CARACAS, Venezuela - A group of unidentified assailants overpowered security guards and vandalized a synagogue here early Saturday morning, the latest in a series of episodes aimed at Jewish institutions since Venezuela’s recent expulsion of the Israeli ambassador and the severing of diplomatic ties with Israel to protest the war in Gaza.
The vandals broke into Tiferet Israel, a Sephardic synagogue in the Maripérez district of Caracas, strewing Torah scrolls on the floor and spray-painting the walls with messages like “Death to all,” according to televised reports.
“We feel threatened and, with this incident, attacked,” said Elías Farache, a spokesman for Venezuela’s Jewish community, in comments broadcast by Globovisión, a private television network.
President Hugo Chávez ’s government criticized the episode on Saturday. “We reject these acts of violence,” Jesse Chacón, the communications minister, said. But Mr. Chacón also insinuated that the attack could have come from a conspiratorial antigovernment group seeking to “generate a climate of irritation” before a referendum in February over lifting Mr. Chávez’s term limits.
Still, it was not clear on Saturday who carried out the attack. It came after an earlier episode in January in which vandals sprayed anti-Semitic graffiti on the walls of the same synagogue reading, “Property of Islam.”
“What is troubling about Venezuela is that anti-Semitism is being used as a political tool,” the Anti-Defamation League, a Jewish civil rights group, said in a report detailing previous episodes of vandalism here in January on the Israeli Embassy, which is now closed, and the businesses and synagogues of the Jewish community, which numbers about 15,000.
“It is fostered by the highest levels in the government, trickled down the government apparatus and is left unchallenged by officials in the Chávez regime,” the report said.
Mr. Chávez has ratcheted up his criticism of Israel in recent days. After Israel expelled Venezuelan diplomats last week, in response to the Israeli ambassador’s expulsion here, Mr.

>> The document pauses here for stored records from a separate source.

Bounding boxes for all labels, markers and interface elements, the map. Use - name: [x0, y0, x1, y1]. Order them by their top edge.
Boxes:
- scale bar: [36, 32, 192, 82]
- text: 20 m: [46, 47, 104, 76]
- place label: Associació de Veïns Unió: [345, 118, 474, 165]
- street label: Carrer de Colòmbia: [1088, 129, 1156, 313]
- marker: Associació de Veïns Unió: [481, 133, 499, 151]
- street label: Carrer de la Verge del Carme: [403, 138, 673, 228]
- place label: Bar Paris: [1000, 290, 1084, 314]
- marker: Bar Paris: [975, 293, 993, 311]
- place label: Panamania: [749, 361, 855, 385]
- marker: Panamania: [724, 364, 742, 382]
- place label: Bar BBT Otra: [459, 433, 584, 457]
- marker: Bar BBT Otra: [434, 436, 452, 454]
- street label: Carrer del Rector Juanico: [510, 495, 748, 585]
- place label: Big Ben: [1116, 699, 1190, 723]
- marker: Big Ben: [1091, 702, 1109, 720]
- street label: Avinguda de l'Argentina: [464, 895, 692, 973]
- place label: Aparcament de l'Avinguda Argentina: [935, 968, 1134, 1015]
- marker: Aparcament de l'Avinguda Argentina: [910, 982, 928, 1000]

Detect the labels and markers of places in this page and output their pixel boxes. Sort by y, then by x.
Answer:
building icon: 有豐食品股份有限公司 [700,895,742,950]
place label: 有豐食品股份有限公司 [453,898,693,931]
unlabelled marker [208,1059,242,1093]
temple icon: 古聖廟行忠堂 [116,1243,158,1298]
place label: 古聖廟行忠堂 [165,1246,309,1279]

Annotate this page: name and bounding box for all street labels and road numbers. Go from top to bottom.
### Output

Chávez said, “We receive them with jubilation, and it is an honor for this Socialist government, for this revolutionary people, that a genocidal government like Israel expels our delegation.”
Jews were already concerned about Mr. Chávez’s close relationship with the president of Iran, Mahmoud Ahmadinejad, who has denied the Holocaust and called for Israel to be “wiped off the map.”
But the government of Venezuela has previously denied that its criticism of Israel’s policies was anti-Semitic. “All of the Muslim, Jewish and Christian communities know religious discrimination is not a problem that has or will have a place in our society,” Foreign Minister Nicolás Maduro told the Al Jazeera television network last week.
Still, some pro-government groups here commonly associate Jews with unsubstantiated antigovernment conspiracies. Sometimes officials appear to support such theories, as they did by raiding a Jewish community center in 2007 with two dozen armed security agents, ostensibly conducting a search for weapons that were not discovered.
In August, Mr. Chávez appeared to be open to easing tensions with Israel and Venezuela’s Jewish community by meeting here with leaders from the Latin American Jewish Congress. Since Israel’s recent invasion of Gaza, that moment appears to have passed.